Abstract
Background
: To analyze the characteristics of patients with noise-induced hearing loss (NIHL) by comparing audiologic test findings between groups with and without tinnitus.
Methods:
This study involved patients with noise-induced hearing loss (NIHL) who presented to the otolaryngology clinic between January 2016 and April 2019. Tests including 3 pure-tone audiometry (PTA) tests at intervals greater than 1 week, and auditory brainstem response (ABR) were evaluated and patients were screened for tinnitus. The tinnitus patients had otoacoustic emission. Comparison was done between the tinnitus group and the group without tinnitus.
Results
: Of the 730 subjects with NIHL, 389 had tinnitus. PTA showed significantly higher thresholds at 2 kHz to 8 kHz in the tinnitus group. Although ABR tests tended to show more prolonged I, III, and V latency in the tinnitus group, the differences were not statistically significant. Distortion product otoacoustic emissions (DPOAE) showed more abnormalities at 3 kHz, and 4 kHz than at 1 kHz and 2 kHz. Transient otoacoustic emission (TEOAE) showed abnormal findings in both ears.
Conclusion:
In NIHL, hearing loss was more severe in patients with, than without tinnitus. DPOAE showed more abnormalities at 3 kHz, 4 kHz, and 6 kHz than at 1 kHz and 2 kHz, and TEOAE was abnormal at all frequencies.
Keywords: Noise-induced, hearing loss, tinnitus, audiology
Introduction
Noise-induced hearing loss (NIHL) is generally defined as hearing loss caused by slow, continuous exposure to noise over many years. NIHL can be further classified as acoustic trauma, terminal threshold shift (TTS), or permanent threshold shift. NIHL can be regarded as non-occupational hearing loss, caused by exposure to noise during leisure activities, and occupational hearing loss caused by exposure to noise in work situations, including mining and construction.1 The World Health Organization has classified a third of the individuals with hearing loss as having NIHL. The prevalence of NIHL is highest among workers in hazardous environments.1 NIHL can lead to isolation from other people and impair communication, resulting in a lower quality of life.

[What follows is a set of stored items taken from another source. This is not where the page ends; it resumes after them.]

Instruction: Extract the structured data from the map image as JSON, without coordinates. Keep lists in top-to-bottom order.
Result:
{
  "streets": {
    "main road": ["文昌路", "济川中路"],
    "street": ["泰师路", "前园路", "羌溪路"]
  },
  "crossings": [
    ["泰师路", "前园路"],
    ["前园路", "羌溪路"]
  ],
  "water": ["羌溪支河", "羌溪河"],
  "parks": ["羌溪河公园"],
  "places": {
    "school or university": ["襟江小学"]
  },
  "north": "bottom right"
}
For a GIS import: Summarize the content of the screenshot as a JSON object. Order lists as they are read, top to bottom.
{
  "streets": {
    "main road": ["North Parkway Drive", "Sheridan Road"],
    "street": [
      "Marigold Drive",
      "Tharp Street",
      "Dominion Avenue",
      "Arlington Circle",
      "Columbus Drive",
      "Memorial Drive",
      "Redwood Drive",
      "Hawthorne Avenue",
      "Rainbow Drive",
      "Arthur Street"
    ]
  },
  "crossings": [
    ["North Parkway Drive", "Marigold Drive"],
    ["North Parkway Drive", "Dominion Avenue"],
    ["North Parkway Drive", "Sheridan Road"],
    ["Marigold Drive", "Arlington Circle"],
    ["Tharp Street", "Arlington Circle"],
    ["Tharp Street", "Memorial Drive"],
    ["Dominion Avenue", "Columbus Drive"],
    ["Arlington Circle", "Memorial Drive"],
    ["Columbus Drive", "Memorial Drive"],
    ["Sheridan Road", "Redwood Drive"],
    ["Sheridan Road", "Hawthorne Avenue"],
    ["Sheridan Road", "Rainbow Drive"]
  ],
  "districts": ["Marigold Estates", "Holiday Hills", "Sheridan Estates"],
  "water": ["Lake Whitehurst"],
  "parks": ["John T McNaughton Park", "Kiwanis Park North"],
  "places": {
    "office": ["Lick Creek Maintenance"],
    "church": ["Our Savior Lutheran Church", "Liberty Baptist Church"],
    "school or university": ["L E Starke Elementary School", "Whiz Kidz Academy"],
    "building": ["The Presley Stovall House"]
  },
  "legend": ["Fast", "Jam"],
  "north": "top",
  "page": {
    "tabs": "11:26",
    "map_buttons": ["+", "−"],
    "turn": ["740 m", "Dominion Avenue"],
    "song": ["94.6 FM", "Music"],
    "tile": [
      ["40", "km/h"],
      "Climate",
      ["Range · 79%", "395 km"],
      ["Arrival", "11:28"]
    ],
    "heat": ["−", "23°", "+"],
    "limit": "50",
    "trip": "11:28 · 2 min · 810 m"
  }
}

Tinnitus is frequently associated with NIHL and has a significant impact on quality of life. Moreover, the tinnitus is more directly responsible for mental stress than the hearing loss itself.2,3 Despite studies assessing the effects of exposure to noise, few studies have evaluated the relationship between noise exposure and NIHL or the effects of tinnitus on auditory measurements in patients with NIHL. The present study therefore evaluated auditory characteristics in a large group of patients with occupational NIHL, and compared these characteristics in NIHL patients with and without tinnitus.
Materials and Methods
Study Design
This study included patients exposed to workplace noise of over 85 decibels for more than 3 years, as defined by the Industrial Accident Compensation Protection Law, and who visited the ear, nose and throat (ENT) clinic. The study protocol was approved by the Institutional Review Board of Kyung Hee University Medical Center (KMC 2019-07-065).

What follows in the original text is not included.